The annual price increases in Melbourne and Brisbane have braked to around 1%, down from double-digit growth last year.

Investors are taking note.

“We have shifted a greater proportion of our assets offshore as an intensifyi­ng slowdown in housing is likely to increase downward pressure on the Australian dollar,” said Ben McGarry, Sydney-based portfolio manager at A$185mn hedge fund Totus Capital.

He said the fund is “short a selection of Australian retail, constructi­on materials and banking stocks which have benefited from the long bull market in Australian housing,” but declined to identify specific companies.

And a unit of UK fund management group Aviva Investors has taken short bets against Australian assets in the credit and currency markets as the odds of a housing-related downturn have increased, a spokesman for the firm told Reuters on Monday.

He also wouldn’t detail the bets.

The Australian dollar has fallen more than 5% against the US dollar since the beginning of the year.

And there is growing short interest in companies such as building products maker CSR and mortgage insurer Genworth.

Some funds whose policy is to refrain from taking short positions have still reduced their exposure to Australia.

London-based Liontrust Asia Income Fund has 7.5% in Australia, against a benchmark of more than 17% based on the MSCI Asia-Pacific Ex-Japan index, according to fund manager Mark Williams.

“We have a very low weighting in the banks, where if we have any real selloff that’s where it would feed through,” he said.

And California-based Pacific Investment Management Co (PIMCO), one of the largest actively-managed bond funds in the world, says it “is cautious on housing-related investment­s” in Australia, according to Dan Ivascyn, its group chief investment officer.

A modest cool down would be welcome.

The Reserve Bank of Australia (RBA) has long worried that the speculativ­e bubble in the property market could burst like it did in the United States, hammering banks and the economy.

Mortgages amount to A$1.8tn, or just over 100% of the country’s annual economic output (GDP).

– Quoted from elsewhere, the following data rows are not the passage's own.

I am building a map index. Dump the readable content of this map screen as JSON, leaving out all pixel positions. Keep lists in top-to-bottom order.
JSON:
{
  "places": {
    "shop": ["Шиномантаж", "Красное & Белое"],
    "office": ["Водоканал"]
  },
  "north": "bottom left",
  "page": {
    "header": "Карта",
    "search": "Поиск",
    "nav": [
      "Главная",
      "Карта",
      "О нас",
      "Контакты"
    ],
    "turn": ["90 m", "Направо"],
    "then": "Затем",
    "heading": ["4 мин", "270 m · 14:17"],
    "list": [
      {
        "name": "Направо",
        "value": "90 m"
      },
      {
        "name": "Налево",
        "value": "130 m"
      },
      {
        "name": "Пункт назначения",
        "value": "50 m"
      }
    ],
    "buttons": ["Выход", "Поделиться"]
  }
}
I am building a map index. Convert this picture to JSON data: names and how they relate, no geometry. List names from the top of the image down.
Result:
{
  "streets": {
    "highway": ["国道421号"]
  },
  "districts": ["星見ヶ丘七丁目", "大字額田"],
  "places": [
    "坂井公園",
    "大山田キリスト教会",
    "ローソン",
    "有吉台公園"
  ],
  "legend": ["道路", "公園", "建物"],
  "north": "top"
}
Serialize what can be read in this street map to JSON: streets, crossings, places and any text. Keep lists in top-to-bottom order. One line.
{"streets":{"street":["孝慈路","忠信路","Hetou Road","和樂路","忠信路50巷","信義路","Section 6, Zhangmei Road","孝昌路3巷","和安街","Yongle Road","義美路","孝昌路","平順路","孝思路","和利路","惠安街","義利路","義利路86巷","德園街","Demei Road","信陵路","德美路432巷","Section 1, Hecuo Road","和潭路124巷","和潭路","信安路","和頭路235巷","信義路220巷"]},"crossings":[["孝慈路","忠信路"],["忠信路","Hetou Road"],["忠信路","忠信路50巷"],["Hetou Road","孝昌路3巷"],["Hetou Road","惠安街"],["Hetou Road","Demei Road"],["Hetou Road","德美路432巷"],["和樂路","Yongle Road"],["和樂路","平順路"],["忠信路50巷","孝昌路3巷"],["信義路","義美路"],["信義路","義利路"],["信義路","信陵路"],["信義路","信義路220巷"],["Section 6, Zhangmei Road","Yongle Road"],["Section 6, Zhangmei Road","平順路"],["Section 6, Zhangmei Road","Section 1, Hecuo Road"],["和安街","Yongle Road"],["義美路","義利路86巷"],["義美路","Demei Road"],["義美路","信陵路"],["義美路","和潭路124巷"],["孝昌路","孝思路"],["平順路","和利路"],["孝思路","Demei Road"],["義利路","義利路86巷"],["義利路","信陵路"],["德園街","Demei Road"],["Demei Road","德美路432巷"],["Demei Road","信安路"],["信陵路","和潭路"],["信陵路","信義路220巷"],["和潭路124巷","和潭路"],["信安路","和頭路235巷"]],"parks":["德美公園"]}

That compares to around 91% in the UK and 80% in the US.

A stress test by Australia’s banking watchdog conducted in 2017 showed that if home prices fell 35%, unemployme­nt doubled to 11% and GDP fell 4 percentage points, Australian banks would lose A$40bn on mortgages alone.

But regulators have forced them to squirrel away so much capital that the banks would still be solvent, the test showed.

Policymake­rs have also clamped down on banks’ mortgage lending over the past couple of years, including stiff curbs on buying properties for rent.

This has pushed many speculativ­e buyers out of the market, which is good news for prospectiv­e buyers.

“I have been waiting for this slide to start,” said Arif Hossain, 37-year old biomedical engineer in Western Sydney, who is looking for a four-bedroom house.

“The properties that I am looking for were selling around A$1mn just some months back.

They have now fallen below A$900,000 but still there is no sale,” he added.

He wants prices to drop to A$750,000-A$850,000 before jumping in.

But such declines could be very painful. The government estimates Australia’s 10mn homes are worth A$6.9tn, close to the annual GDP of France and Italy combined.